* RECORDS PROVIDED

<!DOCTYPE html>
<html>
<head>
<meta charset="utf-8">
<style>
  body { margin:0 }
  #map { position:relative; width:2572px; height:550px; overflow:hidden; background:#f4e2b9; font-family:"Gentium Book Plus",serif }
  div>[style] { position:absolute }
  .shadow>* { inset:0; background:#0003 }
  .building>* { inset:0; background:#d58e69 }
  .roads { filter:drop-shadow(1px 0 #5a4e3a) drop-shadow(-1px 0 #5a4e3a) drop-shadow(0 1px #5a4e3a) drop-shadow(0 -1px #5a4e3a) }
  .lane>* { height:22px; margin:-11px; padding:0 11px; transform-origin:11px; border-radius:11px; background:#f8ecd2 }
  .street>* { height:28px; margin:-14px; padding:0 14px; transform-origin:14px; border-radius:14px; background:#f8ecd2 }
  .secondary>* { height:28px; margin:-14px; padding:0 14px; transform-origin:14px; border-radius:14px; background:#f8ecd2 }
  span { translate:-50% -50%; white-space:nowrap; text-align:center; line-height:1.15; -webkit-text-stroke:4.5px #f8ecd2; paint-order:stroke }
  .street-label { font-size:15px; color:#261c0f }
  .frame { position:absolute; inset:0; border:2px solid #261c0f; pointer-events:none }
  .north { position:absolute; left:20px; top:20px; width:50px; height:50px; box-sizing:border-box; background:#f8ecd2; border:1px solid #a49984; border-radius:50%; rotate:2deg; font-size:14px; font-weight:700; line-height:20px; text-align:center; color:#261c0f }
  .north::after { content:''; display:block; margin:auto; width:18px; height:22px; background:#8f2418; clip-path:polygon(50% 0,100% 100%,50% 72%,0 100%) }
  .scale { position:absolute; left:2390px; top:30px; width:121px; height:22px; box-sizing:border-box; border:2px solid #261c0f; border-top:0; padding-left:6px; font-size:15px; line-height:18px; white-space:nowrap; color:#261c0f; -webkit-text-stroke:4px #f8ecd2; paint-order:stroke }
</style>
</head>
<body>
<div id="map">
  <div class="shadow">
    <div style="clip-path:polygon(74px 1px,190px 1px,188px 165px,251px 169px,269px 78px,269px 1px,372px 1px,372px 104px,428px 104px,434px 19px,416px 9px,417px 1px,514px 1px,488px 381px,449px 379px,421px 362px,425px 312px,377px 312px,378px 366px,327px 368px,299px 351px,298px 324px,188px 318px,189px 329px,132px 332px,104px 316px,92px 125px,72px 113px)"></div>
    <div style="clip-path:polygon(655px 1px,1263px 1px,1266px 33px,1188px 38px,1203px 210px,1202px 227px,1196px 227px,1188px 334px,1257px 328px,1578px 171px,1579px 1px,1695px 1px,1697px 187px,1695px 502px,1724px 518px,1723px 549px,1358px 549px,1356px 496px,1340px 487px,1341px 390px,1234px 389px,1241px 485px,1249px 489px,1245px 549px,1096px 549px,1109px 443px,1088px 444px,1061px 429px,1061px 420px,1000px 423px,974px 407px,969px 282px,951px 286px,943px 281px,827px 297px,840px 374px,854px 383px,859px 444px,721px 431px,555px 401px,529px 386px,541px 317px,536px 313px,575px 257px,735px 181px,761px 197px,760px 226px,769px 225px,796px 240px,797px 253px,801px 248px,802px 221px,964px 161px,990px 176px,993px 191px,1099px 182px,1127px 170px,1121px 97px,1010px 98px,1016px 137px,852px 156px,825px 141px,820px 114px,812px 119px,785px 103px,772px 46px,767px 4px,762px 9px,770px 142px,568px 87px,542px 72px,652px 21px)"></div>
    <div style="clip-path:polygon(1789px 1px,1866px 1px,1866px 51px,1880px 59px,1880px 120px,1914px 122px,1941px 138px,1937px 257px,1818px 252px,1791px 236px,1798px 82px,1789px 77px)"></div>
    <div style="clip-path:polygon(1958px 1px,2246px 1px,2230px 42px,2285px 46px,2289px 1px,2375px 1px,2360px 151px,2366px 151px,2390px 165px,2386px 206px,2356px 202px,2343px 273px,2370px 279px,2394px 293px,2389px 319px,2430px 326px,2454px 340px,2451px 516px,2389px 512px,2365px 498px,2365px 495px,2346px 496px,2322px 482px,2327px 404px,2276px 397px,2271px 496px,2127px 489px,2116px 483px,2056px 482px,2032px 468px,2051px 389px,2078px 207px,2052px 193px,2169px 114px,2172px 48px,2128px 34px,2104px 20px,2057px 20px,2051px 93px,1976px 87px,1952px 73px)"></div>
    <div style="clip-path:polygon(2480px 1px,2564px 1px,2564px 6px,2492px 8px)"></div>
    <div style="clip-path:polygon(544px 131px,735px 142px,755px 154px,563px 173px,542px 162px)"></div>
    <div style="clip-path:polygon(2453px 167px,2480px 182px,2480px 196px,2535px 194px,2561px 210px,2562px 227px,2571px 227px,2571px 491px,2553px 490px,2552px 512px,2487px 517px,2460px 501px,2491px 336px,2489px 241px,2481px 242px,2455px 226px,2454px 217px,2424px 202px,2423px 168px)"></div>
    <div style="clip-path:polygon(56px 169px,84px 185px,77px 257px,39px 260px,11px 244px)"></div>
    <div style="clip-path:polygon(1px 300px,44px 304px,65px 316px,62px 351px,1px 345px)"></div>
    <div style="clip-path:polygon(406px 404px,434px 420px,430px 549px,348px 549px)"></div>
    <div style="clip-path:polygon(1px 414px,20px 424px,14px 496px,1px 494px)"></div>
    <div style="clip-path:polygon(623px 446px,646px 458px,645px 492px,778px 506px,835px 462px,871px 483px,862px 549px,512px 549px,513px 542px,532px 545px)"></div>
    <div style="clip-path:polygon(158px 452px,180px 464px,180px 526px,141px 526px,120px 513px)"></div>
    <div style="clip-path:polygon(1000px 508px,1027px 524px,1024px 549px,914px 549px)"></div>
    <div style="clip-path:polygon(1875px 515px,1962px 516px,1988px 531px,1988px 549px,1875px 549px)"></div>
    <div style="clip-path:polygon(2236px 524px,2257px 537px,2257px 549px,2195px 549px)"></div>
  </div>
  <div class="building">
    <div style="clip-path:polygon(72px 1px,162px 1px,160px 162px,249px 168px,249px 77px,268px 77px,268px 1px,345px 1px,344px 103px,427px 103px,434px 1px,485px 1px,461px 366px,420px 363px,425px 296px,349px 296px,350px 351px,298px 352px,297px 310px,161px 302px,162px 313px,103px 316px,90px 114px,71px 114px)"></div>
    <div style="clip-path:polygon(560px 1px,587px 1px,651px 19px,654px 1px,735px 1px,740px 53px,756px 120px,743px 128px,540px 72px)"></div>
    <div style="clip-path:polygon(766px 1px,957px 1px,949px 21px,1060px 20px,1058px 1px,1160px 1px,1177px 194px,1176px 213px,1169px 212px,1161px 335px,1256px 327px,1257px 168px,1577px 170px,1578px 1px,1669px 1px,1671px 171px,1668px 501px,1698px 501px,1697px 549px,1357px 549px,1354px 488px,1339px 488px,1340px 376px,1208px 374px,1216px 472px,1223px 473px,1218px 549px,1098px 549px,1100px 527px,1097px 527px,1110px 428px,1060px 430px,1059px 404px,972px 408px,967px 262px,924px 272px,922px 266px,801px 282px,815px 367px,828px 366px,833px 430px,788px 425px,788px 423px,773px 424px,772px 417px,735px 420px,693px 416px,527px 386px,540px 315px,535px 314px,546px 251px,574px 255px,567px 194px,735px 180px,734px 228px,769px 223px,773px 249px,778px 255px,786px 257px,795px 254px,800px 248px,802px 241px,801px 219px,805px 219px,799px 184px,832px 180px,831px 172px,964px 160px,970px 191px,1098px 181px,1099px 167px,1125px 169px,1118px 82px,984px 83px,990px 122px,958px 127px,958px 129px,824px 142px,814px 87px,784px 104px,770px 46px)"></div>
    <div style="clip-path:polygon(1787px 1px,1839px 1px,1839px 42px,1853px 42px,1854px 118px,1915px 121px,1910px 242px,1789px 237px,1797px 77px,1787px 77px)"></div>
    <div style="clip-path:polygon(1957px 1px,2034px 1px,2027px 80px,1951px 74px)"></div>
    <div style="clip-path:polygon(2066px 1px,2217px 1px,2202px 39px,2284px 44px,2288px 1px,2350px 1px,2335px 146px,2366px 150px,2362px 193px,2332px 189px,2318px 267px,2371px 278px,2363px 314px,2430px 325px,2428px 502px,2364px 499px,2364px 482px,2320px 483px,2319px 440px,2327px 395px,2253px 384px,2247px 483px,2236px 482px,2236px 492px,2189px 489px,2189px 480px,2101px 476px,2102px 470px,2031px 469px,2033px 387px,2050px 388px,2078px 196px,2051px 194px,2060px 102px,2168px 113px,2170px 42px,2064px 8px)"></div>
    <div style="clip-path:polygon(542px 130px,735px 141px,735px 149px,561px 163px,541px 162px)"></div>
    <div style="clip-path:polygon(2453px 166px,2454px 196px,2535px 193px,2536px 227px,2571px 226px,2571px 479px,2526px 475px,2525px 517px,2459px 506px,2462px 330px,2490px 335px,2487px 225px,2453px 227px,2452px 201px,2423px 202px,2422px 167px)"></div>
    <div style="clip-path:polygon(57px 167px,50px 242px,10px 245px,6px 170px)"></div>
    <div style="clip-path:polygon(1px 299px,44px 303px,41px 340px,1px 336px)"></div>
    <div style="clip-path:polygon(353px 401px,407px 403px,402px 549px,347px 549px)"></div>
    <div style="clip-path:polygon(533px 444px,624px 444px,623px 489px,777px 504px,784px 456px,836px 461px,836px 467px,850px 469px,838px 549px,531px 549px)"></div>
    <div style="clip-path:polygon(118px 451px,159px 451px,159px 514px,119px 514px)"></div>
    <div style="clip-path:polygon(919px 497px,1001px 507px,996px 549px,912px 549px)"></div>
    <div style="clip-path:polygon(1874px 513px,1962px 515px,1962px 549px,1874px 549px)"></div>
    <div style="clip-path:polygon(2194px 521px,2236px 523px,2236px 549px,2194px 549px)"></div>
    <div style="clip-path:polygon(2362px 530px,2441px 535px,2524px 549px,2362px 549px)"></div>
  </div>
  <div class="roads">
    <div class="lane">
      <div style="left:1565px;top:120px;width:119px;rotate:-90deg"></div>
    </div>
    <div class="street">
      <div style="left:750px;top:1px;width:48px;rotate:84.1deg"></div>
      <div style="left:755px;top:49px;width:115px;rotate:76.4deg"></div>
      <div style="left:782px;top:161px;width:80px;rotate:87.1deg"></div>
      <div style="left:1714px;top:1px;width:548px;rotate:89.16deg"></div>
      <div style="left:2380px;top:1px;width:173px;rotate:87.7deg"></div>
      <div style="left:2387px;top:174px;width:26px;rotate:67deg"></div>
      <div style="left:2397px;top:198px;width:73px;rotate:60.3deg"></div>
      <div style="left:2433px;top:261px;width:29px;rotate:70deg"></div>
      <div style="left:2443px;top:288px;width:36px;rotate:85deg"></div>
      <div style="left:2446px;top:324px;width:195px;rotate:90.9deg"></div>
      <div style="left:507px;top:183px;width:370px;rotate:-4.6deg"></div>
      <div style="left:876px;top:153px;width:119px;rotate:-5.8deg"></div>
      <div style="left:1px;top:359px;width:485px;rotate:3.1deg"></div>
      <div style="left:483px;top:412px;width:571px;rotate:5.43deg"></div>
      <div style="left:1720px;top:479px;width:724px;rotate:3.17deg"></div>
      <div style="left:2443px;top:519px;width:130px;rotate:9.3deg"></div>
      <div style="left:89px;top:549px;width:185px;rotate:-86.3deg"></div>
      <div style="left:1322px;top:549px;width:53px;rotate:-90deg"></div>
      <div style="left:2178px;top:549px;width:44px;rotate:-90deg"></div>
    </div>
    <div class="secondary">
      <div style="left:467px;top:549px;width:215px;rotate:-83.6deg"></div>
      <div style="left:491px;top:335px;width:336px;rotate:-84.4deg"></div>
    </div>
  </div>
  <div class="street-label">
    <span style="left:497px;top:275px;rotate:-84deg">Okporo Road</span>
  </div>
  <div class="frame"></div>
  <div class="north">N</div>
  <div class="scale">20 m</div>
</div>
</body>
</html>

* WHAT IS NEEDED
Give again, exactly as written, every line from the first one above through the line that has "filter:drop-shadow(1px 0 #5a4e3a)" in it.

* RESPONSE AREA
<!DOCTYPE html>
<html>
<head>
<meta charset="utf-8">
<style>
  body { margin:0 }
  #map { position:relative; width:2572px; height:550px; overflow:hidden; background:#f4e2b9; font-family:"Gentium Book Plus",serif }
  div>[style] { position:absolute }
  .shadow>* { inset:0; background:#0003 }
  .building>* { inset:0; background:#d58e69 }
  .roads { filter:drop-shadow(1px 0 #5a4e3a) drop-shadow(-1px 0 #5a4e3a) drop-shadow(0 1px #5a4e3a) drop-shadow(0 -1px #5a4e3a) }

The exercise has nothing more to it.